Option B states that public assistance income may be considered as it relates to another pertinent element of creditworthiness. This is a correct statement. For example, if an applicant receives public assistance income as a result of a disability, the creditor may consider the applicant's medical history as part of the credit evaluation process.
Option C states that creditors may consider the length of time the applicant will receive public assistance income, whether the applicant will continue to qualify for the income, and whether the income can be garnished. This is also a correct statement. Creditors may consider the stability and predictability of the applicant's income stream, including any public assistance income, when evaluating creditworthiness.

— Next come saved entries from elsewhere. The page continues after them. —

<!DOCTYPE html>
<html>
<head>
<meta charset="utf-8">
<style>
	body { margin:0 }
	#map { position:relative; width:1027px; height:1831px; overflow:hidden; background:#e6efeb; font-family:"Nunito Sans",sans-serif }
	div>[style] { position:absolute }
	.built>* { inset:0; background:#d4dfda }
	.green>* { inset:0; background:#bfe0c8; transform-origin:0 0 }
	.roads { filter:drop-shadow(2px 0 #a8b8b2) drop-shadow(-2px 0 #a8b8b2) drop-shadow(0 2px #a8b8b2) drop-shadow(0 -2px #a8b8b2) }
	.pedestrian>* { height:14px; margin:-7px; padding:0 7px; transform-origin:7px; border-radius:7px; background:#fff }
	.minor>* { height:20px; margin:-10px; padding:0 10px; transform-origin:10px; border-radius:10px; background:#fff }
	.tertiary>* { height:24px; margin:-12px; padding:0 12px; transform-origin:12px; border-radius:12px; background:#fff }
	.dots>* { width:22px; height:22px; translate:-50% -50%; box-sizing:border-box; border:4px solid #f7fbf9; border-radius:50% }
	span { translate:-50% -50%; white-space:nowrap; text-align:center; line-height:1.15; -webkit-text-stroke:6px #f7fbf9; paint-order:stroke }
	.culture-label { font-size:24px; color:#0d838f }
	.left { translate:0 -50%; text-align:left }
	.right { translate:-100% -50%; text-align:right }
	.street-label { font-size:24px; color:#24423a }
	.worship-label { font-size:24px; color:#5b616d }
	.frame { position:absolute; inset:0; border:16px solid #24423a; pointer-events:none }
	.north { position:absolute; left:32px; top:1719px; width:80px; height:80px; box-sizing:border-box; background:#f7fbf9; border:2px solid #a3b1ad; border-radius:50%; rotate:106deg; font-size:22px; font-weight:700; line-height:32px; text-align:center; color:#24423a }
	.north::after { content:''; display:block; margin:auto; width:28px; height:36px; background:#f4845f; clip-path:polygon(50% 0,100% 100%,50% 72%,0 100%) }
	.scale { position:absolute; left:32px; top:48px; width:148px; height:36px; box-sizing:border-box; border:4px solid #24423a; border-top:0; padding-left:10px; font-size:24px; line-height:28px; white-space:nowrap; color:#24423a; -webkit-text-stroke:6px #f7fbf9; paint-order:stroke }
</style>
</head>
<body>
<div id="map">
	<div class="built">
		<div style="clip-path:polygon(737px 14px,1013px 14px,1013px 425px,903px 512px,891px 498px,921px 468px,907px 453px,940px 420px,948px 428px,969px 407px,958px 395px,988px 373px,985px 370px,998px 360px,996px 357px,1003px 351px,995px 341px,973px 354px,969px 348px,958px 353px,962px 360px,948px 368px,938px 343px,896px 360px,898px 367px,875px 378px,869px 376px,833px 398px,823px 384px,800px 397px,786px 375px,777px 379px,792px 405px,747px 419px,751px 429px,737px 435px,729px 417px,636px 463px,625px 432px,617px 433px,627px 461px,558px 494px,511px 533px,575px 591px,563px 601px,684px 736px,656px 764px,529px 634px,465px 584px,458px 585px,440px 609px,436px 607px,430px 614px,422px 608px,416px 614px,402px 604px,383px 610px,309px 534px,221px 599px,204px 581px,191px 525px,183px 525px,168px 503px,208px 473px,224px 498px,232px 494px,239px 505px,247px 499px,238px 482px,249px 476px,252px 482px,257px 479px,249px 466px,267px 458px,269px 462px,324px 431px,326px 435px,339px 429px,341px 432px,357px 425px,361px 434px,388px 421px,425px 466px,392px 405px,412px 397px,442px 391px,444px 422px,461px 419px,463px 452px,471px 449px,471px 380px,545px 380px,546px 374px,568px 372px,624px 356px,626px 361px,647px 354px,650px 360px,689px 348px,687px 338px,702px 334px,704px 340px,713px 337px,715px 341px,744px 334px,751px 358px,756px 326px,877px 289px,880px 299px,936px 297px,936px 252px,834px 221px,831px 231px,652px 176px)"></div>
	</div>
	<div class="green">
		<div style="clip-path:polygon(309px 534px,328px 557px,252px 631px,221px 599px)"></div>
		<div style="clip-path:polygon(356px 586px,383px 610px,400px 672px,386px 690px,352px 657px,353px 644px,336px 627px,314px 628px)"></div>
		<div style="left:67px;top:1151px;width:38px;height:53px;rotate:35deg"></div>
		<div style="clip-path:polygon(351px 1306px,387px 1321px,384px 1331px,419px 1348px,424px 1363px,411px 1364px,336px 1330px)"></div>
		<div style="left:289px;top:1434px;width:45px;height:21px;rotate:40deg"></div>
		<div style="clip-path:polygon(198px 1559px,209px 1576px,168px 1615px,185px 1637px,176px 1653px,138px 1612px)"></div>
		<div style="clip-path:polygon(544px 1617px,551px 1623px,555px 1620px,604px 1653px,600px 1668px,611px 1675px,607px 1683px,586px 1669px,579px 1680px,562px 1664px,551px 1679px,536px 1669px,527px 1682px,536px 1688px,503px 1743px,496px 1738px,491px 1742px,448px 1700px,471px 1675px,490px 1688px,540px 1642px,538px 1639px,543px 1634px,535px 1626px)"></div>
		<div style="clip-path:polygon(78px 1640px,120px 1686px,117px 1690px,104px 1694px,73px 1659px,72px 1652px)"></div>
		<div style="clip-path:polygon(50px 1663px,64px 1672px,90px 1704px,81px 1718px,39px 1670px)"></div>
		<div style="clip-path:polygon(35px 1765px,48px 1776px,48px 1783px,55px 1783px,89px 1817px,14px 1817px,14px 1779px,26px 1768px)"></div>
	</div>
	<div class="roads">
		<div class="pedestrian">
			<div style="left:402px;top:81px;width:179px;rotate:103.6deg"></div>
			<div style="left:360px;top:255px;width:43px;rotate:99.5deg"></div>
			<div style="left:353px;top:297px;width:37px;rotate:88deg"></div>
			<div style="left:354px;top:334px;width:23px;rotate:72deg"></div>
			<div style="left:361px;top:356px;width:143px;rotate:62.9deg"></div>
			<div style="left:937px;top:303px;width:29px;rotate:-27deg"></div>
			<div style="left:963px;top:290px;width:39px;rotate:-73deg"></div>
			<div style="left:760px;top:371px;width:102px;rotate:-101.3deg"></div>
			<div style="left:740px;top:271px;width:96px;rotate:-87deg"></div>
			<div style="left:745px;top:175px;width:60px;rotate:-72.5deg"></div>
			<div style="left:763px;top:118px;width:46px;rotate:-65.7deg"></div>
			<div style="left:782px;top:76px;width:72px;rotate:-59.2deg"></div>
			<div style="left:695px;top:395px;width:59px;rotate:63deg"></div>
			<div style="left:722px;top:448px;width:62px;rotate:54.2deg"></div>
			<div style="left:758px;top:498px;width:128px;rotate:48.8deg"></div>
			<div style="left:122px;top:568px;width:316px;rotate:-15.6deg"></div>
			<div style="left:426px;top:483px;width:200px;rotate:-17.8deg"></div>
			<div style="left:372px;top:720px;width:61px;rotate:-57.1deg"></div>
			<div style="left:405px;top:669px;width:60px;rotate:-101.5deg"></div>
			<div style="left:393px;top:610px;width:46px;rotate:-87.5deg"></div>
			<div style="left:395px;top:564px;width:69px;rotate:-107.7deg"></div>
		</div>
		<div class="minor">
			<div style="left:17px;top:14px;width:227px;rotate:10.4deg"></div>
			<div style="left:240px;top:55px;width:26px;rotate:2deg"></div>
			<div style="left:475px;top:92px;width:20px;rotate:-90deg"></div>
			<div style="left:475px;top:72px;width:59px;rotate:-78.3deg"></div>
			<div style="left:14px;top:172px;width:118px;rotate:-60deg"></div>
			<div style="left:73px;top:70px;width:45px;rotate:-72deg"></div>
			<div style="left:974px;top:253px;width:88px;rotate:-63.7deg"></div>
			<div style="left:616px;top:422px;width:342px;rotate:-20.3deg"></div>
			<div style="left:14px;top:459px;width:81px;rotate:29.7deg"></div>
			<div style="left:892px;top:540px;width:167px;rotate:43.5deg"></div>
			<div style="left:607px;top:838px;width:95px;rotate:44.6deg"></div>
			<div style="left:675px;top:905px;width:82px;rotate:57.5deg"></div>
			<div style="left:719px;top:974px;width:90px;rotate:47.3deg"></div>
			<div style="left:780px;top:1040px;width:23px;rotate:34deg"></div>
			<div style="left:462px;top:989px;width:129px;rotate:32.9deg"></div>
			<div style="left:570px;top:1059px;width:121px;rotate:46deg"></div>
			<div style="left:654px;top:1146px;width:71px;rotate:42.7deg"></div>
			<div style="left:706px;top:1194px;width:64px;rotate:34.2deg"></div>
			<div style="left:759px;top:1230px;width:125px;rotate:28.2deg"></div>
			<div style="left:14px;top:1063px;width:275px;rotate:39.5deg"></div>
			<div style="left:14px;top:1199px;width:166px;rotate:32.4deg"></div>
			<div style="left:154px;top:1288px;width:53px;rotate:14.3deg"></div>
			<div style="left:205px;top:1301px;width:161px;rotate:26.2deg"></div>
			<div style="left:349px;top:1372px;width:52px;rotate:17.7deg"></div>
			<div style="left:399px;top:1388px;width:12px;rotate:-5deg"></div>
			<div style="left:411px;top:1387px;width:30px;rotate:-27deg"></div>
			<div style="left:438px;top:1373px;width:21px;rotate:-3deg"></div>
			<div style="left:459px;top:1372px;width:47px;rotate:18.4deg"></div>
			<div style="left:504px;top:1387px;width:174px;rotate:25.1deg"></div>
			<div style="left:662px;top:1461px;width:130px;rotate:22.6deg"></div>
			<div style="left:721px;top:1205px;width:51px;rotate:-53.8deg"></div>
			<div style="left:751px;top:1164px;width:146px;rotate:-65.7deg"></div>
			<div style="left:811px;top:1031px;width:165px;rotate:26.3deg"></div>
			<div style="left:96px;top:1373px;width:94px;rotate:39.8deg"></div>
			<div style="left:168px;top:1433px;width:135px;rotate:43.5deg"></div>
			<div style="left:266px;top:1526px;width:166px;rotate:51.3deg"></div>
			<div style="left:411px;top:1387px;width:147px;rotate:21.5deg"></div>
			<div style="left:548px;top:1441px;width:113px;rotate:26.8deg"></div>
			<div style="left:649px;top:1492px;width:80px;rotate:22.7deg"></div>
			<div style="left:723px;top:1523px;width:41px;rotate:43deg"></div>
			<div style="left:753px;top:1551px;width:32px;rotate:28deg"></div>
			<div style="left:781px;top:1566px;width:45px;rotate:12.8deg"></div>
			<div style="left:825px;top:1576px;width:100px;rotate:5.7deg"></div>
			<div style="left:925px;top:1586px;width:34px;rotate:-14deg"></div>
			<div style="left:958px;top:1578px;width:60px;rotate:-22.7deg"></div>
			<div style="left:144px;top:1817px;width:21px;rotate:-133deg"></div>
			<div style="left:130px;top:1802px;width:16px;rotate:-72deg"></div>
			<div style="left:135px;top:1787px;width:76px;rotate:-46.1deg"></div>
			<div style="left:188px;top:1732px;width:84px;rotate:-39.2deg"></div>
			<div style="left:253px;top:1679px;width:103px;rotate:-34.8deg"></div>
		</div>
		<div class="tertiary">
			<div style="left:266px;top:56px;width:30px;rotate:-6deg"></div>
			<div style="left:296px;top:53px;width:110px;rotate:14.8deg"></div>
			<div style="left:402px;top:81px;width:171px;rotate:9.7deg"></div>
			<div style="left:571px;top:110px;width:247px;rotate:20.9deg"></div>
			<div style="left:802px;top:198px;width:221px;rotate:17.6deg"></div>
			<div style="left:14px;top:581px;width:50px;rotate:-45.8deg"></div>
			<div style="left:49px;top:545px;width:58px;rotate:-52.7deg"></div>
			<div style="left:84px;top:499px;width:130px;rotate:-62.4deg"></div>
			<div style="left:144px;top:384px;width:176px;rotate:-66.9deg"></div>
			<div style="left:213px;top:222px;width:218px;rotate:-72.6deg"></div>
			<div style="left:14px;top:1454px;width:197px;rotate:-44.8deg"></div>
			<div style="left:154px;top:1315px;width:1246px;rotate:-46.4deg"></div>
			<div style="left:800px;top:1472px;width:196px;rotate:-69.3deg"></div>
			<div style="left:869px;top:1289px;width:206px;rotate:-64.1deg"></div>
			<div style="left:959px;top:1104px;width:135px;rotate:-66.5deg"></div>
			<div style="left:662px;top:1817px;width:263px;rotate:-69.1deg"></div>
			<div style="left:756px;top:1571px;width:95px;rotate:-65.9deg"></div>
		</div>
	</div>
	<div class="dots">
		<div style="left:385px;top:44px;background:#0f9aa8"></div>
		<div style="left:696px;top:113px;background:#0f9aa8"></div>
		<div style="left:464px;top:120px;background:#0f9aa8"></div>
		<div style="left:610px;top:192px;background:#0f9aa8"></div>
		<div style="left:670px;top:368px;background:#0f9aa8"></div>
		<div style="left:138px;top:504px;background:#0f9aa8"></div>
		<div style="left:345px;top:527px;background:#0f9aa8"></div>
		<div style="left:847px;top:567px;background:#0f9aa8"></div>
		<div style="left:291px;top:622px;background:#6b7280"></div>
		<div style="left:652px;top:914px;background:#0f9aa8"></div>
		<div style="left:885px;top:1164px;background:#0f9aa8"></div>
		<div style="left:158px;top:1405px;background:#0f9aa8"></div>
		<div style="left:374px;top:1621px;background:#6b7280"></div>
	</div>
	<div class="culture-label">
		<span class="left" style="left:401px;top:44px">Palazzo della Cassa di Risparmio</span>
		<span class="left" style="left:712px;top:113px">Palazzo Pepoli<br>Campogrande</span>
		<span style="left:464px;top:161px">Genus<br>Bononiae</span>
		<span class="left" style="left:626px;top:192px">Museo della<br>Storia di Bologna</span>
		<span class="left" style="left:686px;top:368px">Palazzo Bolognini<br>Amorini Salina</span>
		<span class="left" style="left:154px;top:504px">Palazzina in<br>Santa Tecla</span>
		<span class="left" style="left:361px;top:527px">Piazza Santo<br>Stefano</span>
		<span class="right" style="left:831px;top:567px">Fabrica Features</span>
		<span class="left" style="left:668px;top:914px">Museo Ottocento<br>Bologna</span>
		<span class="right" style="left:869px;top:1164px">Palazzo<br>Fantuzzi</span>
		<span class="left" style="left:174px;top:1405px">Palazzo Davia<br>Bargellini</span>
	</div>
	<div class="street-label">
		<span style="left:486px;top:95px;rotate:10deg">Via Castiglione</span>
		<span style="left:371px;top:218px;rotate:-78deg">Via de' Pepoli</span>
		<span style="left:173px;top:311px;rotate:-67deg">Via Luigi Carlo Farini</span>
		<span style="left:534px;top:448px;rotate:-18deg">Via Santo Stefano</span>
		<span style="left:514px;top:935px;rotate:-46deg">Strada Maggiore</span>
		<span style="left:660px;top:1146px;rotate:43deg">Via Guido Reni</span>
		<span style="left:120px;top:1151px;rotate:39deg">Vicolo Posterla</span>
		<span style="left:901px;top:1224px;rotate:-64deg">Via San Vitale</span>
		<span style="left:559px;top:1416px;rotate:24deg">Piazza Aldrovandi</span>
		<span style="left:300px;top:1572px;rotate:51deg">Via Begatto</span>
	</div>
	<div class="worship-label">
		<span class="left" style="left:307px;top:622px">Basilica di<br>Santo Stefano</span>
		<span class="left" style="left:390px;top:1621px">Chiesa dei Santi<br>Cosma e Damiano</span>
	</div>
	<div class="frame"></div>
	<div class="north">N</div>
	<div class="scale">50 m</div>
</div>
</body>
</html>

Option D states that the following types of income can be discounted or refused for credit evaluation purposes: part-time income, annuities, pensions, retirement benefits, and alimony/child support payments to the extent that they are likely to be consistently made. This is also a correct statement, but it is not part of the protected income provision. Instead, this provision relates to the creditor's ability to evaluate an applicant's income from all sources, not just public assistance income.
Therefore, the correct answer is option A, which is not a part of the protected income provision.